Hypothesis generation

A hypothesis is a statement of prediction, in concrete and testable terms. The fact that it must be testable is important and differentiates it from an aim , which is a statement of overall purpose. For example, a statement such as “characterize the effects of etomidate” could be considered an aim, whereas “induction with etomidate result in smaller decreases in blood pressure than propofol” is a hypothesis. The latter is certainly testable and could help one toward the overall goal of the former. Conventional hypotheses state that a difference will be found, as opposed to an example hypothesis that “drug A and drug B will show similar decreases in pain score after administration.” Although this hypothesis would certainly be acceptable (and will be further discussed in the section on equivalence testing), it is more typical to test whether things are different rather than the same. This is done by assuming the “null hypothesis” is correct and then trying to prove that the null hypothesis is wrong with statistical testing. As an example, the null hypothesis from our etomidate example would be “the decreases in blood pressure seen after induction do not differ between etomidate and propofol.”

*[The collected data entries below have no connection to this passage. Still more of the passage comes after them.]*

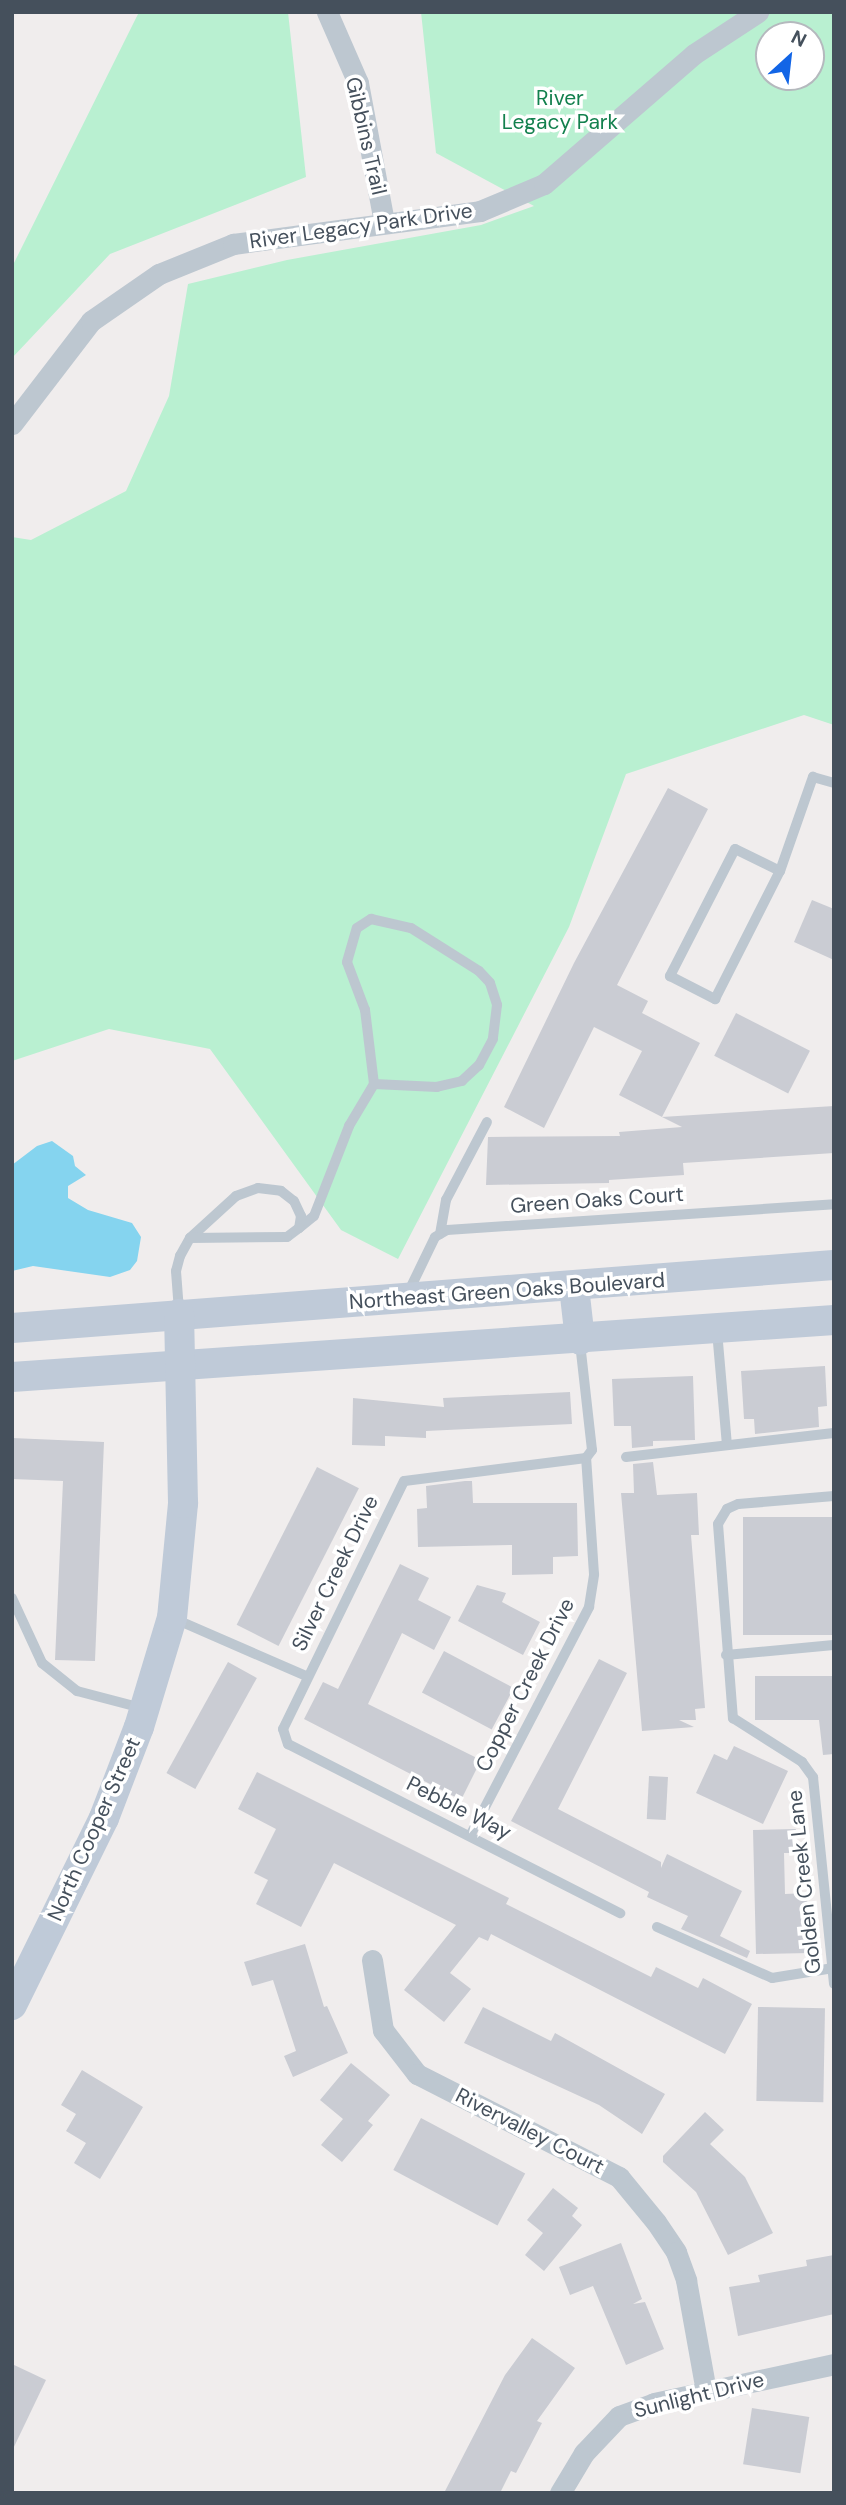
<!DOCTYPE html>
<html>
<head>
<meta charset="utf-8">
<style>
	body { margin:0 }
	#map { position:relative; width:846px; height:2505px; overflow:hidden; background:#f0eded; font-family:"DM Sans",sans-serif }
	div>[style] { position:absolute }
	.green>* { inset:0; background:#b9f0d1 }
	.water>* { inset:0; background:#85d4ef }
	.building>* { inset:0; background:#caccd3; transform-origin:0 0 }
	.service>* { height:10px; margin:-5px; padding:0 5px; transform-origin:5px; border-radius:5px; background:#bdc7d0 }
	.minor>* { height:21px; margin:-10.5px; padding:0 10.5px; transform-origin:10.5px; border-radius:10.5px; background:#bdc7d0 }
	.secondary>* { height:30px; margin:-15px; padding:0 15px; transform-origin:15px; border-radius:15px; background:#bfcad8 }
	span { translate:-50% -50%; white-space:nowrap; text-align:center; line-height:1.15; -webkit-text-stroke:7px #fff; paint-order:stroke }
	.park-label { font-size:21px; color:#13804e }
	.street-label { font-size:21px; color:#45505c }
	.frame { position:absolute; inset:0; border:14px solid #45505c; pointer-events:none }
	.north { position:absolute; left:755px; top:21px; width:70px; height:70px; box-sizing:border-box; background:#fff; border:2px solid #b5b9be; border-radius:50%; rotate:27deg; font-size:19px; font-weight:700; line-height:28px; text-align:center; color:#45505c }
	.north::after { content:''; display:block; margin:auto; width:24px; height:32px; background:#1265e6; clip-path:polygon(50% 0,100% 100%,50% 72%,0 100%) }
</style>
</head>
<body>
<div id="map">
	<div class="green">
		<div style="clip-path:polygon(139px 12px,288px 12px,306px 177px,110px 254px,12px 358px,12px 267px)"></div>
		<div style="clip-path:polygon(evenodd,421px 12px,834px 12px,834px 725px,804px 715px,626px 774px,569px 927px,398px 1259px,341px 1230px,210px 1049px,109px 1029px,12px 1061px,12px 537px,31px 540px,126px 491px,169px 396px,188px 284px,287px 260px,481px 225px,534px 206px,436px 153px,421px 12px,769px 35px,811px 35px,811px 77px,769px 77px,769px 35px)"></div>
	</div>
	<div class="water">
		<div style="clip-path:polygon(52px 1141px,73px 1156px,75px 1166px,86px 1175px,68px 1186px,68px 1198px,88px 1210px,132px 1223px,141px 1237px,137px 1261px,130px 1270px,110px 1277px,33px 1266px,12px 1271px,12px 1165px,37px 1146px)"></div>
	</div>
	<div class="building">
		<div style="clip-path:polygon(668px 788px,708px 809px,617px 985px,648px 1001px,642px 1013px,700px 1043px,662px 1117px,619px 1095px,642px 1051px,594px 1027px,544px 1128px,504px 1107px,574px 963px)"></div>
		<div style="clip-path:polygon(812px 900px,834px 909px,834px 960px,794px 942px)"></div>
		<div style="left:736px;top:1013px;width:83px;height:48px;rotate:27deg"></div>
		<div style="clip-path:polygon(834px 1106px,834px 1153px,683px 1163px,684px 1175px,609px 1180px,609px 1183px,486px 1185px,488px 1137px,620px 1136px,619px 1132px,682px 1127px,662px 1117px)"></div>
		<div style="clip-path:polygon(825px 1366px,827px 1406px,818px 1407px,819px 1427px,755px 1434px,754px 1419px,744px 1419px,741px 1371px)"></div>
		<div style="clip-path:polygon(693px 1376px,695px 1440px,653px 1441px,653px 1446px,632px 1448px,631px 1426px,614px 1426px,612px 1379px)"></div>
		<div style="clip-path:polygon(570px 1392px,572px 1424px,426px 1431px,426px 1438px,385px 1436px,385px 1446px,352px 1445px,353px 1398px,444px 1407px,443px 1398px)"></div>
		<div style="clip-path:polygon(12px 1438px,104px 1442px,95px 1661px,55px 1660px,63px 1481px,12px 1479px)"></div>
		<div style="clip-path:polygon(653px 1462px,657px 1495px,697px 1493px,699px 1535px,691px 1535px,705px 1708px,695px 1709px,696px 1720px,679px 1720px,694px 1727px,642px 1731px,621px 1493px,634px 1493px,633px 1464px)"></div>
		<div style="left:317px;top:1467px;width:47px;height:177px;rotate:27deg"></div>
		<div style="clip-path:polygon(465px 1481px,472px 1481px,473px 1503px,577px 1503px,578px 1556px,553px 1557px,553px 1574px,512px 1575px,512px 1545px,418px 1547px,417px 1509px,427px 1508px,426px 1486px)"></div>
		<div style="left:834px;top:1517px;width:118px;height:91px;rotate:90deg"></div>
		<div style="clip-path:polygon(400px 1564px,429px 1578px,418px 1600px,451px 1617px,434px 1650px,402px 1633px,368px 1704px,481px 1760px,461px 1800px,304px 1719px,323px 1682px,338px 1689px)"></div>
		<div style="clip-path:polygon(477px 1585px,506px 1593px,502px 1602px,540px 1622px,523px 1655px,458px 1621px)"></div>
		<div style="left:444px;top:1651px;width:79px;height:47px;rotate:28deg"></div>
		<div style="clip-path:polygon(599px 1659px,627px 1673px,558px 1809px,661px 1862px,661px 1868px,667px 1854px,742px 1891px,720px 1936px,750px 1951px,747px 1958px,681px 1929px,688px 1916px,647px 1897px,649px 1892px,511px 1821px)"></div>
		<div style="left:228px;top:1662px;width:33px;height:127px;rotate:29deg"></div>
		<div style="clip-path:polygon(755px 1676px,834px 1676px,834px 1754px,823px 1755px,819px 1720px,755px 1720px)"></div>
		<div style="clip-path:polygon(734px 1746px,788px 1771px,763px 1824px,696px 1793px,714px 1754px,727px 1760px)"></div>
		<div style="clip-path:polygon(257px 1772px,509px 1898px,506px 1904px,651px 1977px,656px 1967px,698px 1988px,703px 1978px,752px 2004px,725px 2054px,491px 1934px,488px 1941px,479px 1937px,450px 1973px,471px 1989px,444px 2022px,404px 1990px,456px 1925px,334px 1863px,301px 1927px,256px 1904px,268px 1880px,254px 1873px,276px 1829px,238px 1809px)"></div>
		<div style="left:649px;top:1776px;width:19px;height:43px;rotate:3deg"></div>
		<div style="clip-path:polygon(796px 1829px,796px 1853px,784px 1853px,785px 1894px,807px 1893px,809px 1953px,756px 1954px,753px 1830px)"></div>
		<div style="clip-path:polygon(305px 1944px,324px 2007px,327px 2006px,348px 2053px,293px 2077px,284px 2056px,296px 2051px,273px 1980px,252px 1986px,244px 1962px)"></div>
		<div style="clip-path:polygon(483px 2007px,551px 2041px,555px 2033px,665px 2094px,642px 2134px,599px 2105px,464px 2043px)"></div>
		<div style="left:758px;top:2007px;width:67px;height:94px;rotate:1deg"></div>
		<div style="clip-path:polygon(351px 2063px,390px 2095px,368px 2121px,373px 2125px,342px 2162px,321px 2145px,343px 2119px,320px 2100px)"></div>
		<div style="clip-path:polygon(82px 2070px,143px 2107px,100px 2179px,74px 2163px,86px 2143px,66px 2131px,76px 2114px,61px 2105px)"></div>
		<div style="clip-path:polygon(705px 2112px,724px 2130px,710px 2144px,745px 2177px,773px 2233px,728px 2255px,696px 2192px,663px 2162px,663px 2156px)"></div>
		<div style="left:421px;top:2118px;width:118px;height:59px;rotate:28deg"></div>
		<div style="clip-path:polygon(553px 2188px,578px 2208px,572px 2216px,582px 2225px,544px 2271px,525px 2255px,543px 2233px,527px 2220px)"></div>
		<div style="clip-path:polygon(621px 2243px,642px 2299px,633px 2304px,645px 2302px,664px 2349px,626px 2365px,593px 2286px,570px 2295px,559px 2267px)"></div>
		<div style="clip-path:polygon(834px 2255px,834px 2314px,738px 2336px,729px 2287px,760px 2282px,758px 2275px,807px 2266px,806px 2260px)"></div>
		<div style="clip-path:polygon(532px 2338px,575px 2368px,537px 2421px,542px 2423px,516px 2473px,511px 2471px,500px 2493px,444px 2493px,505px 2375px)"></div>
		<div style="clip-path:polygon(12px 2364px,46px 2380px,12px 2451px)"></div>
		<div style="left:752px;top:2408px;width:58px;height:57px;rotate:9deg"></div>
	</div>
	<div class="service">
		<div style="left:780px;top:871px;width:50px;rotate:-153.9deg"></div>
		<div style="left:735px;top:849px;width:143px;rotate:117.1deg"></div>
		<div style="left:670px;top:976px;width:51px;rotate:27.1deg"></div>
		<div style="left:715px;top:999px;width:144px;rotate:-63.1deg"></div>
		<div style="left:780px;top:871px;width:100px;rotate:-70.7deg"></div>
		<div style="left:813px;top:777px;width:22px;rotate:16deg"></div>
		<div style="left:299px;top:1228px;width:19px;rotate:-39deg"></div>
		<div style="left:314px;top:1216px;width:97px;rotate:-68.7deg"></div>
		<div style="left:349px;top:1126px;width:49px;rotate:-59.2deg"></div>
		<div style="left:374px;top:1084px;width:75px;rotate:-96.9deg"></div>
		<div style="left:365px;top:1010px;width:51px;rotate:-110.6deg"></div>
		<div style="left:347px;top:962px;width:35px;rotate:-74deg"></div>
		<div style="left:357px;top:928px;width:17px;rotate:-33deg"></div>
		<div style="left:371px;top:919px;width:41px;rotate:12.7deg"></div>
		<div style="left:411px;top:928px;width:80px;rotate:32.3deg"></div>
		<div style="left:479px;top:971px;width:16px;rotate:47deg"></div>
		<div style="left:490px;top:983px;width:23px;rotate:72deg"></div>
		<div style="left:497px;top:1005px;width:34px;rotate:97deg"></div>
		<div style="left:493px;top:1039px;width:30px;rotate:118deg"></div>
		<div style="left:479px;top:1065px;width:23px;rotate:137deg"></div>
		<div style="left:462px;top:1081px;width:26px;rotate:167deg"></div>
		<div style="left:437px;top:1087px;width:63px;rotate:-177.3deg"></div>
		<div style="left:440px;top:1234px;width:35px;rotate:-80deg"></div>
		<div style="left:446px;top:1200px;width:88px;rotate:-62.3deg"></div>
		<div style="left:407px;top:1295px;width:64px;rotate:-64.2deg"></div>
		<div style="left:435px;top:1237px;width:14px;rotate:-30deg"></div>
		<div style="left:447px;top:1230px;width:388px;rotate:-3.8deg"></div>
		<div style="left:179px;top:1311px;width:40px;rotate:-94.3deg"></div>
		<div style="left:176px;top:1271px;width:16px;rotate:-75deg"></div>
		<div style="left:180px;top:1256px;width:21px;rotate:-61deg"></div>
		<div style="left:190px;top:1238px;width:62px;rotate:-42.4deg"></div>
		<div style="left:236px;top:1196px;width:23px;rotate:-20deg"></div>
		<div style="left:258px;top:1188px;width:23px;rotate:7deg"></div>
		<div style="left:281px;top:1191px;width:16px;rotate:38deg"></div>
		<div style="left:294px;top:1201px;width:17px;rotate:65deg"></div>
		<div style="left:301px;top:1216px;width:12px;rotate:99deg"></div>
		<div style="left:299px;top:1228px;width:15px;rotate:143deg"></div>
		<div style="left:287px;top:1237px;width:97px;rotate:179.4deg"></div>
		<div style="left:717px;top:1331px;width:114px;rotate:85deg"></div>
		<div style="left:626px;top:1457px;width:209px;rotate:-6.6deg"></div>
		<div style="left:586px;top:1458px;width:183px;rotate:172.8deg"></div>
		<div style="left:404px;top:1481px;width:276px;rotate:116deg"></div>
		<div style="left:283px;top:1729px;width:16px;rotate:72deg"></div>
		<div style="left:288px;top:1744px;width:373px;rotate:27deg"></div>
		<div style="left:834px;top:1496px;width:96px;rotate:175.2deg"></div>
		<div style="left:738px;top:1504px;width:12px;rotate:156deg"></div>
		<div style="left:727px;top:1509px;width:17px;rotate:121deg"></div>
		<div style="left:718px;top:1524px;width:195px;rotate:85.6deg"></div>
		<div style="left:733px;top:1718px;width:82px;rotate:32.5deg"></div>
		<div style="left:802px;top:1762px;width:19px;rotate:54deg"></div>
		<div style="left:813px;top:1777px;width:208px;rotate:84.2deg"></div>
		<div style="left:12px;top:1598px;width:72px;rotate:65.2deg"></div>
		<div style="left:42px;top:1663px;width:45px;rotate:38.7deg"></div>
		<div style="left:77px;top:1691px;width:67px;rotate:14.7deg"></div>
		<div style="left:175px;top:1619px;width:143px;rotate:23.5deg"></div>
		<div style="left:726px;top:1655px;width:108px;rotate:-5.3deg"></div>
		<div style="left:471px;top:1834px;width:256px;rotate:-62.5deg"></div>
		<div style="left:589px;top:1607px;width:33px;rotate:-81deg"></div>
		<div style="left:594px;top:1574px;width:116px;rotate:-93.9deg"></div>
		<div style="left:586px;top:1458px;width:10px;rotate:-53deg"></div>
		<div style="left:592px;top:1450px;width:108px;rotate:-96.4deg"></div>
		<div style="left:657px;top:1927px;width:126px;rotate:23.9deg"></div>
		<div style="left:772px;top:1978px;width:62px;rotate:-9.3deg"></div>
	</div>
	<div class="minor">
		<div style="left:327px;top:12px;width:77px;rotate:66.4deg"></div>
		<div style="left:358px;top:83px;width:141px;rotate:79.4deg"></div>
		<div style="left:12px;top:424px;width:130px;rotate:-52.5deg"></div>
		<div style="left:91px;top:321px;width:83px;rotate:-34.7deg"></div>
		<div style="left:159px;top:274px;width:80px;rotate:-22.1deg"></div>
		<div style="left:233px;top:244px;width:249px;rotate:-7.6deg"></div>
		<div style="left:480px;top:211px;width:69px;rotate:-22.9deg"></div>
		<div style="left:544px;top:184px;width:198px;rotate:-40.9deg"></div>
		<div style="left:694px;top:54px;width:77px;rotate:-33.3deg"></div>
		<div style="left:372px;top:1960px;width:71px;rotate:81.1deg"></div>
		<div style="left:383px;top:2030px;width:56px;rotate:52.3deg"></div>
		<div style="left:417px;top:2074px;width:227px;rotate:27deg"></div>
		<div style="left:619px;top:2177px;width:58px;rotate:50.6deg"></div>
		<div style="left:656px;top:2222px;width:36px;rotate:56deg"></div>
		<div style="left:676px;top:2252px;width:30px;rotate:70deg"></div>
		<div style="left:686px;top:2280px;width:113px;rotate:79.8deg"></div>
		<div style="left:560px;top:2493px;width:47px;rotate:-59deg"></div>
		<div style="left:584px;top:2453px;width:51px;rotate:-46.6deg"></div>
		<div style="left:619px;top:2416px;width:37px;rotate:-20deg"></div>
		<div style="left:654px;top:2403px;width:184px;rotate:-12.2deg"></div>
	</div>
	<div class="secondary">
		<div style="left:574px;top:1287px;width:53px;rotate:83.5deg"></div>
		<div style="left:12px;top:1328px;width:824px;rotate:-4.38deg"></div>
		<div style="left:12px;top:1377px;width:824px;rotate:-3.97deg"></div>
		<div style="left:12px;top:2005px;width:208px;rotate:-63.8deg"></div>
		<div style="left:104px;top:1818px;width:97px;rotate:-69deg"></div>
		<div style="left:139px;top:1727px;width:114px;rotate:-73.2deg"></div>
		<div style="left:172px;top:1618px;width:116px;rotate:-84.5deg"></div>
		<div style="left:183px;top:1503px;width:189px;rotate:-91.2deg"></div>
	</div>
	<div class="park-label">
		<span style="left:560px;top:110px">River<br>Legacy Park</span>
	</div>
	<div class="street-label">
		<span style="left:366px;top:136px;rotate:77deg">Gibbins Trail</span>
		<span style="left:361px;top:226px;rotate:-8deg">River Legacy Park Drive</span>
		<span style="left:597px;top:1200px;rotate:-4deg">Green Oaks Court</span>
		<span style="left:507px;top:1291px;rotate:-4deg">Northeast Green Oaks Boulevard</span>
		<span style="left:335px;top:1573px;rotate:-64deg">Silver Creek Drive</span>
		<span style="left:525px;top:1685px;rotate:-63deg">Copper Creek Drive</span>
		<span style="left:459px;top:1808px;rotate:27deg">Pebble Way</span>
		<span style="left:94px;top:1829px;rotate:-66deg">North Cooper Street</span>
		<span style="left:804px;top:1882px;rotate:-96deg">Golden Creek Lane</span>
		<span style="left:530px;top:2131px;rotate:27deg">Rivervalley Court</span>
		<span style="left:699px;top:2395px;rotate:-14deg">Sunlight Drive</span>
	</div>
	<div class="frame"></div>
	<div class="north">N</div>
</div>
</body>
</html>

Two important concepts that should be briefly discussed before moving forward are populations and samples. When statisticians refer to populations, they are describing the entirety of a large set of elements believed to have something in common. An example, if we were trying to prove that diabetes shortens life expectancy, the population would be all of the diabetic patients in the world. Obtaining data from an entire population is impossible or completely impractical, however. Thus we use a subset of the population, termed the sample , as a surrogate for testing our hypothesis. We then try to generalize the results to the entire population using inferential statistics, like those discussed in the following sections. For medical research, populations typically refer to patients, however hospital systems, health care providers, or inanimate objects such as medical records could be the populations under investigation.

Sampling is typically accomplished in one of four ways. The first is simple (random) sampling, where each possible subject has the same chance of being assigned to the study. The most straightforward example is one where potential subjects are assigned a number, and numbers are selected (with random number generation software or even with a simple approach like drawing numbers out of a hat) to indicate who will be included in the sample. Although easy to understand, it requires that we identify each member of our entire study population. A more practical method would be systematic sampling, where every third patient in line at a general health clinic would be selected for our diabetes example above. Stratified sampling is similar, except that the population is first divided into smaller groups prior to randomizing. An example would be selecting a sample from a group of known insulin-dependent diabetics to compare against a control sample taken from age-matched nondiabetics. The above techniques are examples of probability sampling, as opposed to nonprobability sampling. In nonprobability sampling, the true probability that a particular subject might be chosen is unknown. Perhaps the most common example of nonprobability sampling is convenience sampling. In this technique, the sample is selected because it is convenient for the investigator (e.g., asking for volunteers from a medical school class). Generalization of convenience samples to the greater population is difficult because of sampling bias, but they are still common within medical research.